Just weeks after the novel securities analysis in SEC v. Ripple Labs was handed down by Judge Analisa Torres (which we covered in our Legal Update), a different judge in the Southern District of New York has distinguished the approach taken in Ripple and argued against its policy outcomes in another, high-profile enforcement action by the SEC involving digital assets.

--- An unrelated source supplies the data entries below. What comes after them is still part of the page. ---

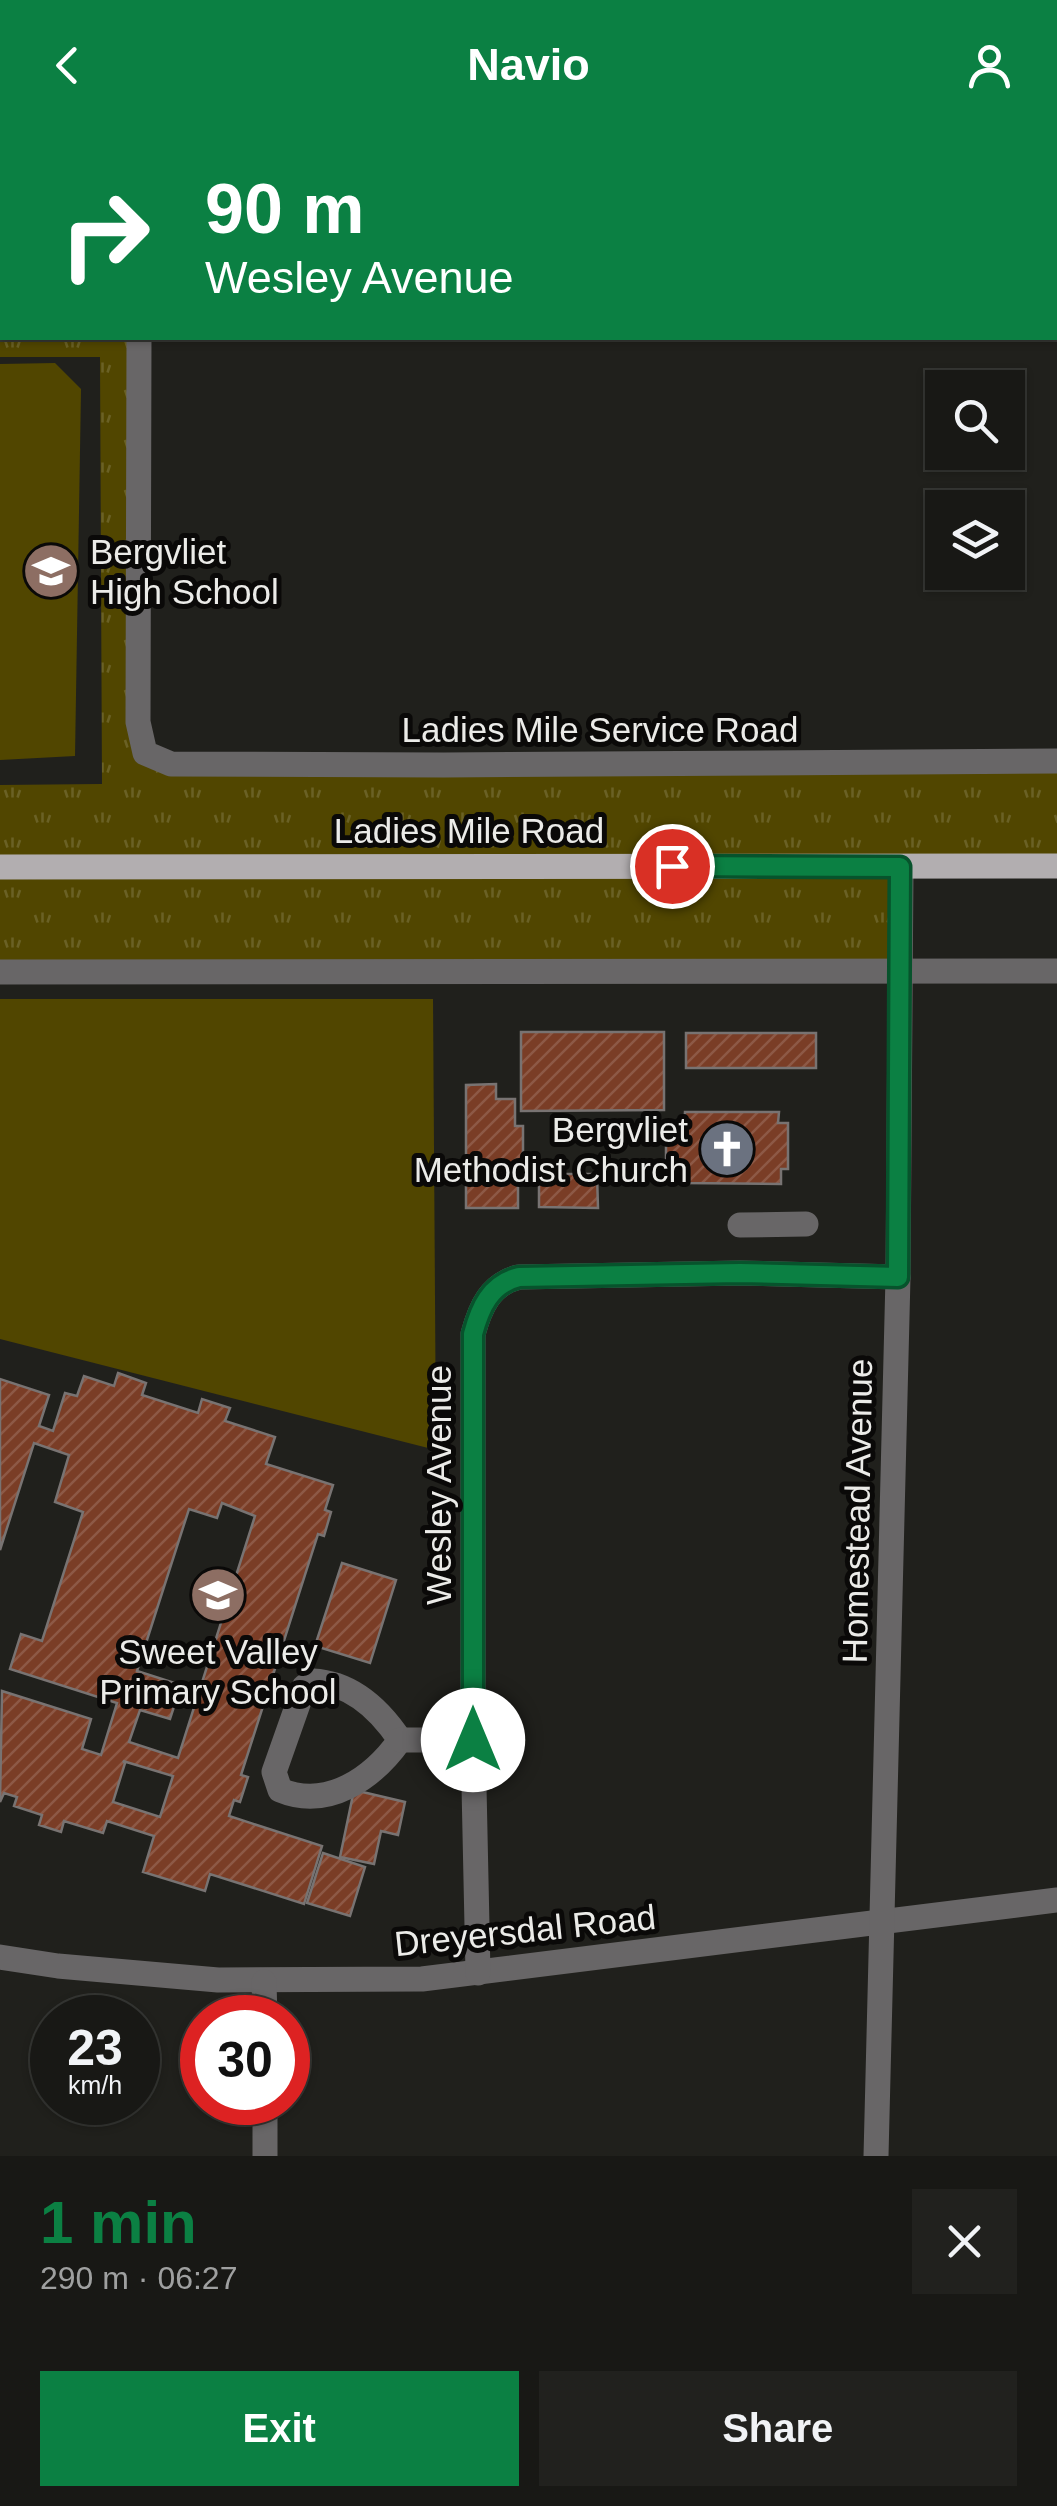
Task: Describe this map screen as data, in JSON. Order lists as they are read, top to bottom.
{
  "streets": {
    "main road": ["Ladies Mile Road"],
    "street": [
      "Ladies Mile Service Road",
      "Wesley Avenue",
      "Homestead Avenue",
      "Dreyersdal Road"
    ]
  },
  "crossings": [
    ["Ladies Mile Road", "Homestead Avenue"],
    ["Wesley Avenue", "Homestead Avenue"],
    ["Wesley Avenue", "Dreyersdal Road"],
    ["Homestead Avenue", "Dreyersdal Road"]
  ],
  "places": {
    "school or university": ["Bergvliet High School", "Sweet Valley Primary School"],
    "church": ["Bergvliet Methodist Church"]
  },
  "page": {
    "header": "Navio",
    "turn": ["90 m", "Wesley Avenue"],
    "speed": "23 km/h",
    "limit": "30",
    "heading": ["1 min", "290 m · 06:27"],
    "buttons": ["Exit", "Share"]
  }
}
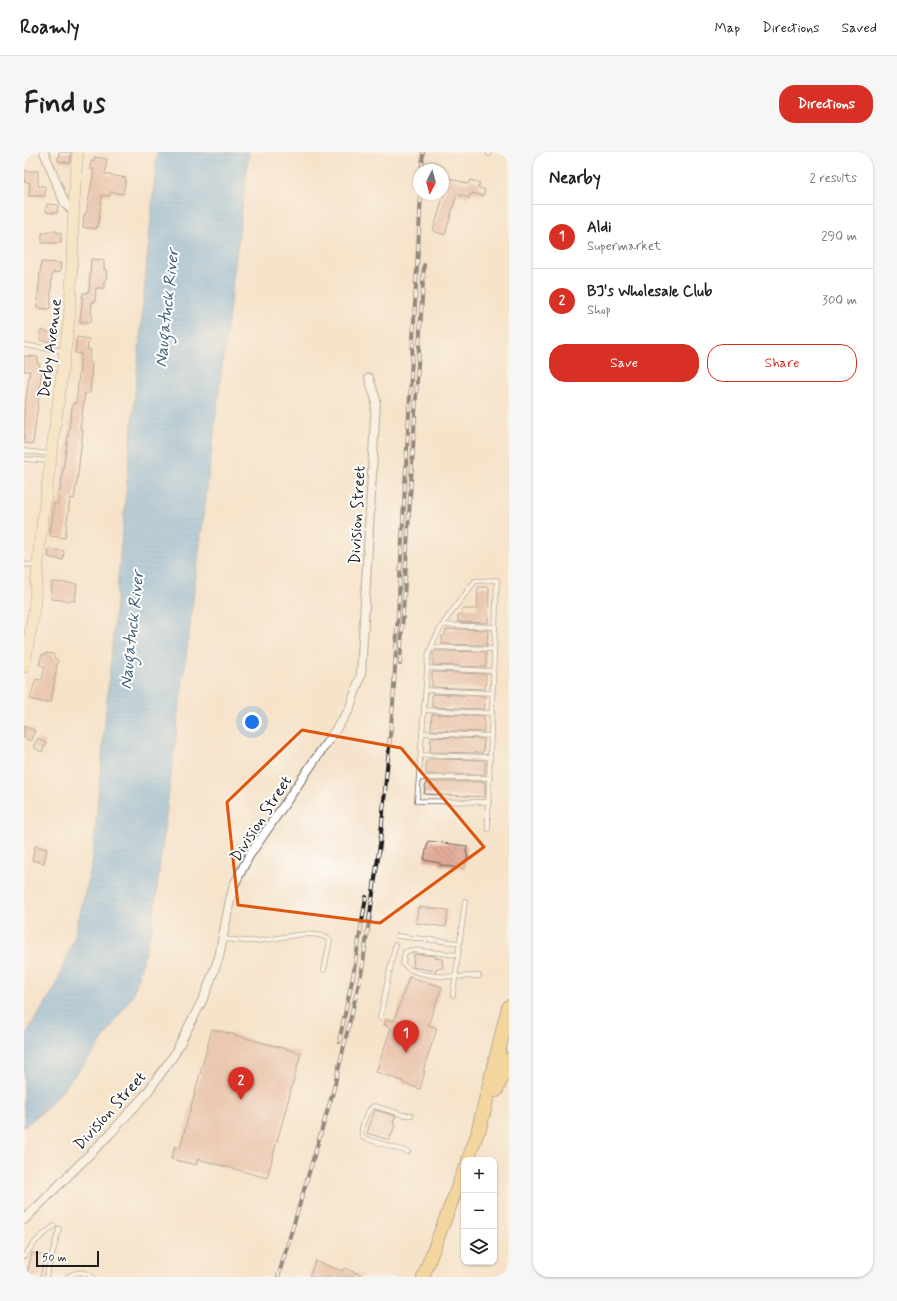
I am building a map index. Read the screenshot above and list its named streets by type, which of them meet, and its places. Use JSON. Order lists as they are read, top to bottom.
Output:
{
  "streets": {
    "main road": ["Derby Avenue"],
    "street": ["Division Street"]
  },
  "water": ["Naugatuck River"],
  "scale_bar": "50 m",
  "north": "bottom",
  "page": {
    "header": "Roamly",
    "nav": ["Map", "Directions", "Saved"],
    "buttons": [
      "Directions",
      ["Save", "Share"]
    ],
    "title": "Find us",
    "heading": ["Nearby", "2 results"],
    "list": [
      {
        "mark": "1",
        "name": "Aldi",
        "note": "Supermarket",
        "value": "290 m"
      },
      {
        "mark": "2",
        "name": "BJ's Wholesale Club",
        "note": "Shop",
        "value": "300 m"
      }
    ],
    "pins": ["1", "2"],
    "map_buttons": ["+", "−"],
    "scale": "50 m"
  }
}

In that case—SEC v. Terraform Labs—Judge Jed Rakoff ruled this week in favor of the SEC on a motion to dismiss, finding the SEC's amended complaint adequately pled that the crypto assets sold by Terraform Labs and its founder and Chief Executive Officer Do Keyong Kwon qualify as "investment contracts" under the Howey precedent.1 While this decision represents only a preliminary review of the issues and accepts the SEC's allegations as true (for purposes of the motion), it provides useful commentary as well as some counterpoints to the Ripple analysis, including the following:

  • The part of the decision certain to attract the most attention is Judge Rakoff's explicit rejection of the approach used by Judge Torres in the recent Ripple ruling, which drew a distinction between digital assets based on the manner in which they were sold (primary issuance to institutional investors vs. secondary transactions involving retail investors). In doing so, Judge Rakoff stated that the Howey precedent does not differentiate among purchasers, because the manner in which digital assets are purchased would not change a purchaser's reasonable belief in the promise of future profits. In the Terraform case, the SEC alleged that the defendants actively encouraged both retail and institutional investors to buy crypto assets while touting their ability to maximize returns on investors' tokens.2
  • Judge Rakoff appeared to agree with Judge Torres that digital assets do not constitute securities unless their offering, sale or use were tied to an economic benefit being conveyed upon the purchaser.3 However, Judge Rakoff also stated that a crypto asset that is not a security at one point in time may, as its circumstances and those of its related protocol(s) change, become an investment contract—i.e., a security—that is subject to SEC regulation.4
  • Judge Rakoff's decision acknowledges that stablecoins – when designed to maintain a constant value in relation to another asset and intended for use as a stable store of value – may not qualify as investment contracts because they would theoretically not generate profits through a common enterprise.5
  • However, the SEC's amended complaint included legally adequate allegations, sufficient to defeat the motion to dismiss, on two key points:
    • The non-stablecoin crypto assets in this case—LUNA, wLUNA, the mAssets and MIR—were investment contracts because they were touted as providing yield to holders in line with the growth of the ecosystem; and
    • The stablecoin crypto assets in this case—UST —were investment contracts because they conferred a right to purchase another security (the LUNA tokens) and because nearly 75% of the tokens were deposited in an investment pool promising returns of up to 20%.6

Takeaway

The Terraform decision underscores that there are many ongoing enforcement actions alleging that the sale or trading of certain digital assets constitutes a violation of US federal securities laws and other US laws. Neither decision—in the Ripple case or the Terraform case—binds other courts that are examining similar sets of facts, and neither decision will be the final chapter in the dispute over these issues.

Footnotes

1. SEC v. Terraform Labs Pte. Ltd., No. 23-CV-1346, July 31, 2023 Opinion and Order (Docket No. 51), at 3-4. The crypto assets in question include the "stablecoin" Terra USD as well as other tokens such as LUNA, wLUNA, mAssets and MIR. A copy of the Court's order can be accessed at: https://storage.courtlistener.com/recap/gov.uscourts.nysd.594150/gov.uscourts.nysd.594150.51.0_1.pdf

2. Id. at 40-42.

3. In full, the Court suggested that "[m]uch as the orange groves in Howey would not be considered securities if they were sold apart from the cultivator's promise to share any profits derived by their cultivation, the term 'security' also cannot be used to describe any crypto-assets that were not somehow intermingled with one of the investment 'protocols,' did not confer a 'right to ... purchase' another security, or were otherwise not tied to the growth of the Terraform blockchain ecosystem." Id. at 33.

4. Id. at 32.

5. Id. at 33.

6. Id. at 34, 40.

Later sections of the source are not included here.